Akira: (Is there really no way for us to get everyone to periodically drink Kirsche Persche…?)
Akira: “…Oh.”
Shylock: “Is something the matter, Akira?”
Akira: “I think I’ve had an idea… A way we can get all the Alter-Egos in town to drink Kirsche Persche.”
Snow & Heathcliff: “What?”
Shylock: “And what would you suggest we do…?”
Akira: “Well, why don’t we open a bar that explicitly serves Kirsche Persche on its menu?”
Akira: “Instead of us running around trying to find all the Alter-Egos in town, they’ll probably just come to us if we spread the word of this new bar around to everyone.”
Heathcliff: “I see… It certainly isn’t a bad idea.”
Snow: “Still, then the problem becomes who will be responsible for running said bar…”
Akira: “…Well, about that…”
Akira: “I was thinking maybe Shylock could do it— that is, unless it’d be too troublesome for him…?”
Shylock: “Me? Really?”
Shylock looked at me, surprised, but I was already convinced he could do it.
Akira: “Sorry for suggesting you without asking first.

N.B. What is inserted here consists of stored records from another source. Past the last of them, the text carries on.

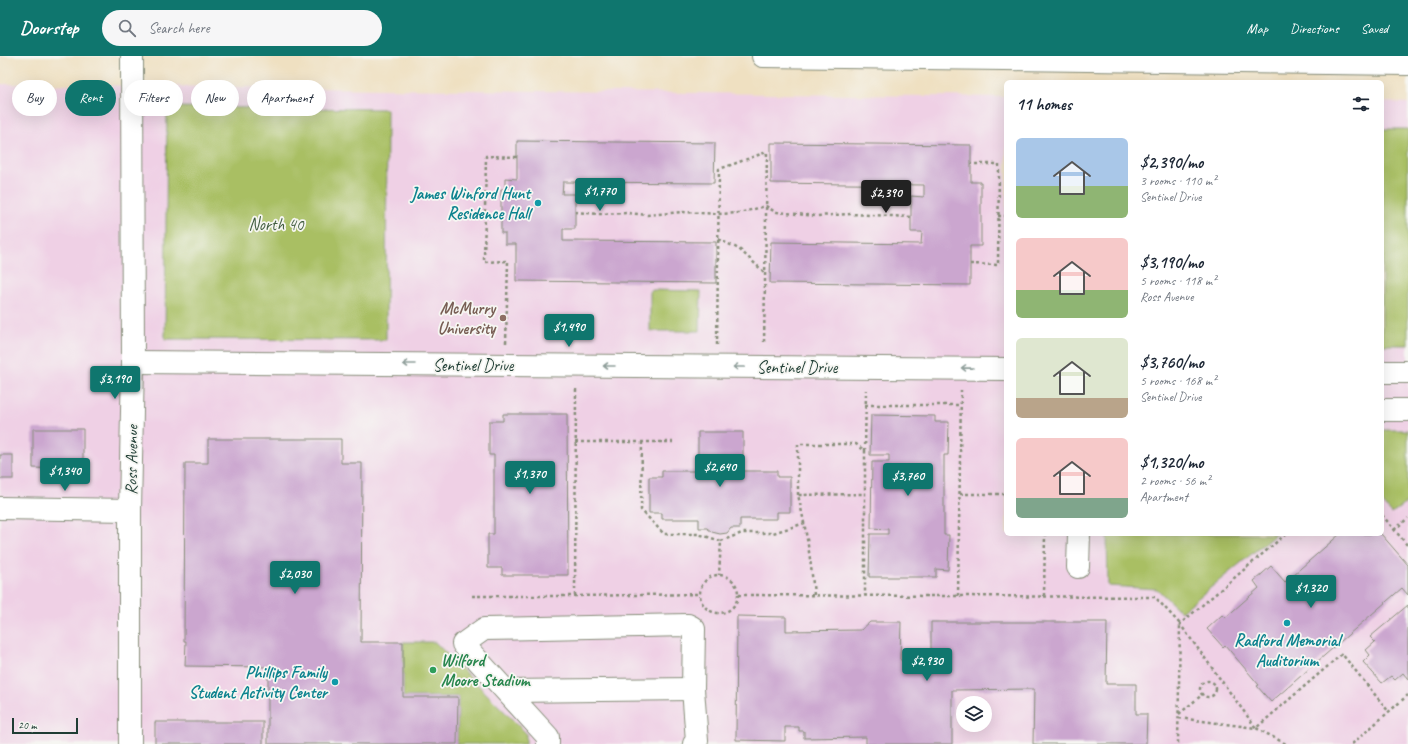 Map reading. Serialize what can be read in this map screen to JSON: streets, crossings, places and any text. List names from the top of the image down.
{
  "streets": {
    "street": ["Sentinel Drive", "Ross Avenue"]
  },
  "crossings": [
    ["Sentinel Drive", "Ross Avenue"]
  ],
  "one_way": ["Sentinel Drive"],
  "parks": ["North 40"],
  "places": [
    "James Winford Hunt Residence Hall",
    "McMurry University",
    "Radford Memorial Auditorium",
    "Wilford Moore Stadium",
    "Phillips Family Student Activity Center"
  ],
  "scale_bar": "20 m",
  "page": {
    "header": "Doorstep",
    "search": "Search here",
    "nav": ["Map", "Directions", "Saved"],
    "chip": [
      "Buy",
      "Rent",
      "Filters",
      "New",
      "Apartment"
    ],
    "heading": "11 homes",
    "list": [
      {
        "name": "$2,390/mo",
        "note": "3 rooms · 110 m² · Sentinel Drive"
      },
      {
        "name": "$3,190/mo",
        "note": "5 rooms · 118 m² · Ross Avenue"
      },
      {
        "name": "$3,760/mo",
        "note": "5 rooms · 168 m² · Sentinel Drive"
      },
      {
        "name": "$1,320/mo",
        "note": "2 rooms · 56 m² · Apartment"
      }
    ],
    "price": [
      "$1,770",
      "$2,390",
      "$1,490",
      "$3,190",
      "$2,640",
      "$1,340",
      "$1,370",
      "$3,760",
      "$2,030",
      "$1,320",
      "$2,930"
    ],
    "scale": "20 m"
  }
}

But honestly, it feels like you’re the perfect fit for a bar owner, Shylock.”
Akira: “Kirsche Persche isn’t the only thing you’d have to make for people — you could make them warm herbal teas and wines, too…”
Akira: “It just feels like you’re suited to serve drinks from behind a bar.”
Akira: “Plus…”
—
Akira: (And Shylock is there, smiling as I stumble inside…)
Akira: “…Even I might start spreading rumours if something like that happened to me. Of course I’d want to tell people about this miraculous drink that soothed both my mind and my body.”
—
Akira: “I guess I… Imagined Shylock as being the owner of his own bar, once.”
Akira: “Obviously it was only something I’d made up in my head, but— I’m still convinced that it’s right for you. I just know a bar run by Shylock would be a wonderful place where everyone could feel at ease.”
Shylock: “Akira…”
Heathcliff: “Mister Shylock. If this truly is something that interests you, then of course we’ll do everything in our power to support its success.”
Heathcliff: “We’ll get you anything you could possibly need — and we’ll be sure to spread the word of its existence, of course.”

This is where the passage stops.